The latest state court of appeals ruling reopens a painful chapter in America’s reckoning with sexual misconduct by powerful figures – an era that began in 2017 with a flood of allegations against Weinstein. His accusers could again be forced to relive their traumas on the witness stand.

Survivors of Weinstein shared their disappointment and outrage at the latest ruling. The actor Ashley Judd, one of the first people to publicly share allegations against Weinstein, told the New York Times: “That’s really hard for the survivors … We still live in our truth. And we know what happened.”

Lindsay Goldbrum, an attorney that represented several survivors of Weinstein, including one featured in the New York case, called the ruling a move “backward for the rule of law.”

Goldbrum said that in New York so called “Molineux witnesses”, or “prior bad act witnesses”, played a “critical role in establishing a defendant’s common scheme or plan to commit alleged crimes”. She said: “When a defendant is accused of being a sexual predator, especially one as powerful as Weinstein, the testimony of Molineux witnesses is crucial to disproving the defense that sexual encounters were consensual.”

Advocacy groups have also condemned the appeals’ decision. In a statement, the Silence Breakers, a group of people who publicly called out Weinstein’s sexual misconduct, called the ruling “profoundly unjust” but added that it did not diminish the testimony of survivors.

“The man found guilty continues to serve time in a California prison. When survivors everywhere broke their silence in 2017, the world changed. We continue to stand strong and advocate for that change.

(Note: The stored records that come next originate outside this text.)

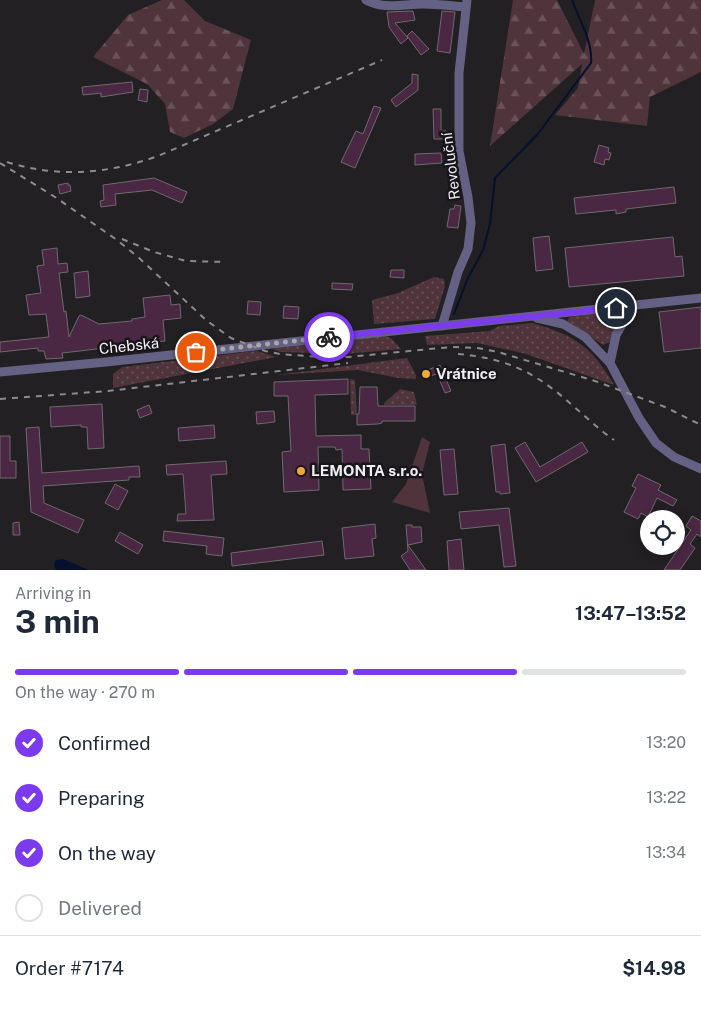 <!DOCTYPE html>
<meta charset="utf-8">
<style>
:root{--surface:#fff;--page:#f6f6f7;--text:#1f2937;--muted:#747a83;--line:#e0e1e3;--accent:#7c3aed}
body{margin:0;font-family:"Public Sans",sans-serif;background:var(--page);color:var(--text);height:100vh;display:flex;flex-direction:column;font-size:19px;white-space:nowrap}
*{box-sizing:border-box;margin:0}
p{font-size:16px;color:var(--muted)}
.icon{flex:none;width:28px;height:28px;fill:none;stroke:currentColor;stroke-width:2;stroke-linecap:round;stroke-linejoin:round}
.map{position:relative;height:570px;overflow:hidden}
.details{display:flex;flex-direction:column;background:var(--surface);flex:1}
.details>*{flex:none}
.buttons{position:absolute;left:640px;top:510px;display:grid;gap:10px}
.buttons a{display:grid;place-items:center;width:45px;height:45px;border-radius:50%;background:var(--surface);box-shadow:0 2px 12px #0003;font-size:25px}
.pin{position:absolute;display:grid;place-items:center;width:42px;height:42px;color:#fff;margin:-21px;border:2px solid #fff;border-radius:50%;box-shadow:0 1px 5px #0007}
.courier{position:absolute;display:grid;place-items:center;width:50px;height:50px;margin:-25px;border:4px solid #7c3aed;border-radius:50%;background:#fff;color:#222;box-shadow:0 1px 6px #0007}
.headline em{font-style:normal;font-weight:700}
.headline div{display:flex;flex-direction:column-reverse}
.headline{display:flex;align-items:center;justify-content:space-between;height:85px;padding:0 15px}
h1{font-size:32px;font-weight:700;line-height:38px}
.bar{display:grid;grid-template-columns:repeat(4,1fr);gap:8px 5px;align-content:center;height:60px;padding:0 15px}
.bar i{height:6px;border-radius:4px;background:var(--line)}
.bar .active{background:var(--accent)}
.bar p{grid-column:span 4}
.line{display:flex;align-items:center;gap:12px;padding:0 15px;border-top:1px solid var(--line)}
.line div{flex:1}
ol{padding:0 15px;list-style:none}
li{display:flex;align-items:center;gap:15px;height:55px}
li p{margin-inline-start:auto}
li .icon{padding:5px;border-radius:50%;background:var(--accent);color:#fff;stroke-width:4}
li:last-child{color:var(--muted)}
li i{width:28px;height:28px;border:2px solid var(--line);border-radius:50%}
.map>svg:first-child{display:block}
.grass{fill:url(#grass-dots)}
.forest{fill:url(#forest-firs)}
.park{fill:#4f343c}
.water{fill:#05102f}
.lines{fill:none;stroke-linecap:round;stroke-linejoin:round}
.stream{stroke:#05102f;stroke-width:2}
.building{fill:#4a2742;stroke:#6e6a6d}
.minor{stroke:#646184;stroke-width:9}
.rail{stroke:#8d8b8e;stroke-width:2;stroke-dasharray:6 6;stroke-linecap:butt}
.done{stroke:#a7a6a8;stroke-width:5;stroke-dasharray:0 9}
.route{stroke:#7c3aed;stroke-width:6}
.poi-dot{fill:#f0a63e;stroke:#18161a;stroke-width:2}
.labels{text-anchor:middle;stroke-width:5;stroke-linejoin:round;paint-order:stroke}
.street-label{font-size:15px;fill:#efeef0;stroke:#18161a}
.poi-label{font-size:15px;font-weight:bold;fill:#efeef0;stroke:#18161a;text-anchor:start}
</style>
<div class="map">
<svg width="701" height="570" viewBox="0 0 701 570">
<defs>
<pattern id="grass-dots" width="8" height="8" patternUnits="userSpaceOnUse" patternTransform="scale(1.25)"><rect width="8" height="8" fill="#4f343c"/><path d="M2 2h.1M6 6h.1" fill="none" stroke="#695258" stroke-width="1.8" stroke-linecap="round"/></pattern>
<pattern id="forest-firs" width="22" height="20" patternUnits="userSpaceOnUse" patternTransform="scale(1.25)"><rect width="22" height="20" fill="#4f343c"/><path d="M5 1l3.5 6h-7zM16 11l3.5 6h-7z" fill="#695258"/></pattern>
</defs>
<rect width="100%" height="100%" fill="#222023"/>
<path class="grass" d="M434 277 444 279 445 286 435 319 374 324 372 300 398 293Z
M618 310 621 315 610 342 603 345 567 321 570 317Z
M532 323C575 335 592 347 614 385L523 353 477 343 427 345 425 336 490 331 499 326Z
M384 336 391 338 401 349 345 354 281 352 272 349Z
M257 351 276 357 113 388V374L122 367Z
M407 358 416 375V379L398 378 358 370 276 375Z
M350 379 355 380 357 415H351Z
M400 389 414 392 417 405H384V403Z"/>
<path class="forest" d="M162 0H184L205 21 251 40 233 109 213 124 184 138 170 132 165 104 147 84 93 57 128 15Z
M513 0H557L584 54 595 0H701V72L650 97 647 126 555 115 578 88 582 64 490 146Z"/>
<path class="park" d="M422 437 430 442 422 474 430 513 392 502 406 484Z"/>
<path class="water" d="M63 559 89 570H56L54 564 56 560Z"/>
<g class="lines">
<path class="stream" d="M454 314 467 280 483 250 490 224 495 178 537 135 591 63C593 42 579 19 572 0"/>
</g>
<path class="building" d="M413 11 415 20 395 23 408 38 401 44 389 27 387 12Z
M442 11 455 12 450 53 437 51Z
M412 31 429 49 421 55 407 36Z
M412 74 418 75V90L396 107 391 100 412 83Z
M132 82 133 92 101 97V93L83 95 82 87Z
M140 89 148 90 147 102 138 100Z
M374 106 381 108 355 168 341 162 356 131 363 134Z
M433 109H441V131H446V139H434Z
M599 145 609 148 608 152 611 153 609 160 605 159 604 165 594 162Z
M441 153 442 163 415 165V154Z
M154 178 187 192 182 203 152 190 115 194 116 205 101 207 100 201 104 200 103 185Z
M68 183V185H70L71 191 60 194 58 185Z
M674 187 676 203 626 209V212L616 214V210L576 214 574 198Z
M455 205 461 206 458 228 447 227 450 209H454Z
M549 236 553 269 536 271 533 238Z
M673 237 675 257 682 256 684 276 569 287 565 248Z
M57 248 58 264 67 263 68 272 59 273 64 312 66 311 69 337 79 316 81 315 99 324 132 321V319L145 317 143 298 170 295 171 305 180 304 181 318 163 320 165 341 62 353 63 358 46 359 44 351H38V348L0 352V342L49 337 46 314 29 315 26 295 41 293 37 266 44 265 42 250Z
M391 270H404V278L390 277Z
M88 271 90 296 76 298 74 273Z
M332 283 353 284 352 290 332 289Z
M248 301 261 302 260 315 247 314Z
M284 306 299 307 298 319 283 318Z
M701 307V348L664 352 659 312Z
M440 365 451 391 445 393 437 374 425 377 423 372Z
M348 379V394L315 395 316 436 361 435V449H369L371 489 343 490 342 449 336 450 335 447H318L319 490 284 492 282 452 291 451 288 396H274V382Z
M360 387H377L378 406H415V421H382V423L378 424 357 425V414H359Z
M102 404 104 448 88 449 87 427H81V425L51 427 50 407Z
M149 405 152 413 140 418 137 410Z
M274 411 275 422 257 424 256 412Z
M214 425 215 438 179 441 178 428Z
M39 427 42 473 139 466 140 477H129V480L43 486 44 503 84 520 78 533 31 512 26 428Z
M0 436H10V461H16V478H0Z
M525 442 540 467 582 442 588 452 536 482 515 448Z
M505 444 510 493 500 494V492H496L491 446Z
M454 449 458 494 444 495 440 450Z
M226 461 227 474 211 475 214 520 177 521 178 514H186L183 474 167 475 166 465Z
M638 474 661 485 658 490 677 500 673 506 657 498 648 517 641 513 638 519 624 512 636 488 632 486Z
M115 484 128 491 118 510 105 503Z
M509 508 516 566 504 567 499 525 461 529 459 512Z
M692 516 701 521V537L697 534 690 544 695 548 680 570H664L691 530 686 526Z
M19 522 20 535H13V523Z
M375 524 376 538 372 539 374 556 345 559 342 528Z
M406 525H412V527H421L422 542 408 545 426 570H410L401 556 408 551Z
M164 531 224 538 222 556 206 554 207 546 163 541Z
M120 532 143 545 138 554 115 541Z
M461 539 464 570H449L447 541Z
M322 541 324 555 232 566 231 553Z"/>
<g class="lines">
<path class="minor" d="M366 0C385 10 403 4 423 4 437 4 452 6 466 7
M537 318 563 324 585 337 610 363 639 418 656 443 674 457 701 469
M442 326 458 272 468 249 471 223 468 197 459 151V73L467 0
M610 363 616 335 633 306
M0 372 106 362 701 298"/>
<path class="rail" d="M7 162C58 178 108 174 158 156L382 60
M0 163 55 197 117 240 138 257 206 320 231 338 265 351 280 354 319 357H348L451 347 478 348 498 352 595 381 665 407 701 425
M122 239 154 252 186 261 226 262
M458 354C484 356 513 363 535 377 564 394 587 421 614 440
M0 399 108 391 348 363"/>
</g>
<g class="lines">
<path class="done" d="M196 352 329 337"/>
<path class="route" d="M329 337 616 308"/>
</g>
<g class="poi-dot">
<circle cx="426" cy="374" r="5"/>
<circle cx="301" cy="471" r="5"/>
</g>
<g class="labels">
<g class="street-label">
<text transform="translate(451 166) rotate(-97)" y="5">Revoluční</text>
<text transform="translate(129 346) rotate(-6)" y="5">Chebská</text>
</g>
<g class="poi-label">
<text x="436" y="379">Vrátnice</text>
<text x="311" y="476">LEMONTA s.r.o.</text>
</g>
</g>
</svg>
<div class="buttons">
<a><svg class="icon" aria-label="locate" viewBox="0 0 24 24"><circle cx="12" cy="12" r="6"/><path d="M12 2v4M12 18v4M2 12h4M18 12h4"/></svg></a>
</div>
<div class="pin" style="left:196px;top:352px;background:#ea580c"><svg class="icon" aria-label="bag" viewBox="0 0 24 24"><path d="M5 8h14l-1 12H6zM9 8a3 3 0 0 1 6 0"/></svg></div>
<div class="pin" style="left:616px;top:308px;background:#1f2937"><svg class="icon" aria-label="home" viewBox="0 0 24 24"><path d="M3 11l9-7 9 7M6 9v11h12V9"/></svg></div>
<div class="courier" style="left:329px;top:337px"><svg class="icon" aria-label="bike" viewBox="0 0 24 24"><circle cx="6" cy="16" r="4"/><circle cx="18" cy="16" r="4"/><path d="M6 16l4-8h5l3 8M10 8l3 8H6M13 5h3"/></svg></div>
</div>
<section class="details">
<div class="headline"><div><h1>3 min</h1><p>Arriving in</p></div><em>13:47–13:52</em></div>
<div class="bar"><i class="active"></i><i class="active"></i><i class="active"></i><i></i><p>On the way · 270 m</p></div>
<ol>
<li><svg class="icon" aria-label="check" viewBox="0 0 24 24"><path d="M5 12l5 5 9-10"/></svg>Confirmed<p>13:20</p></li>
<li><svg class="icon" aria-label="check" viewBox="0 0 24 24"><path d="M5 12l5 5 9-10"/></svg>Preparing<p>13:22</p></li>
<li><svg class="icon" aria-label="check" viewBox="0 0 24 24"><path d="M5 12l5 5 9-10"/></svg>On the way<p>13:34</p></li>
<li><i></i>Delivered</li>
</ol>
<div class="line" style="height:65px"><div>Order #7174</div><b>$14.98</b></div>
</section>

We will continue to fight for justice for survivors everywhere,” the group said.

Weinstein’s attorney Arthur Aidala applauded the decision as “not just a victory for Mr Weinstein, but for every criminal defendant in the state of New York, and we compliment the court of appeals for upholding the most basic principles that a criminal defendant should have in a trial”, in remarks to the New York Times.

Aidala said in a Thursday press conference that Weinstein will be transferred to a place closer to New York City to prepare for the upcoming trial, the Times reported.

The overturning of Weinstein’s rape conviction is not the first time the decision of a milestone sexual abuse case has been reversed.

In 2021, Pennsylvania’s highest court threw out the sexual assault conviction of Bill Cosby on a legal technicality, after discovering an agreement with a previous prosecutor prevented the actor from being charged in the case.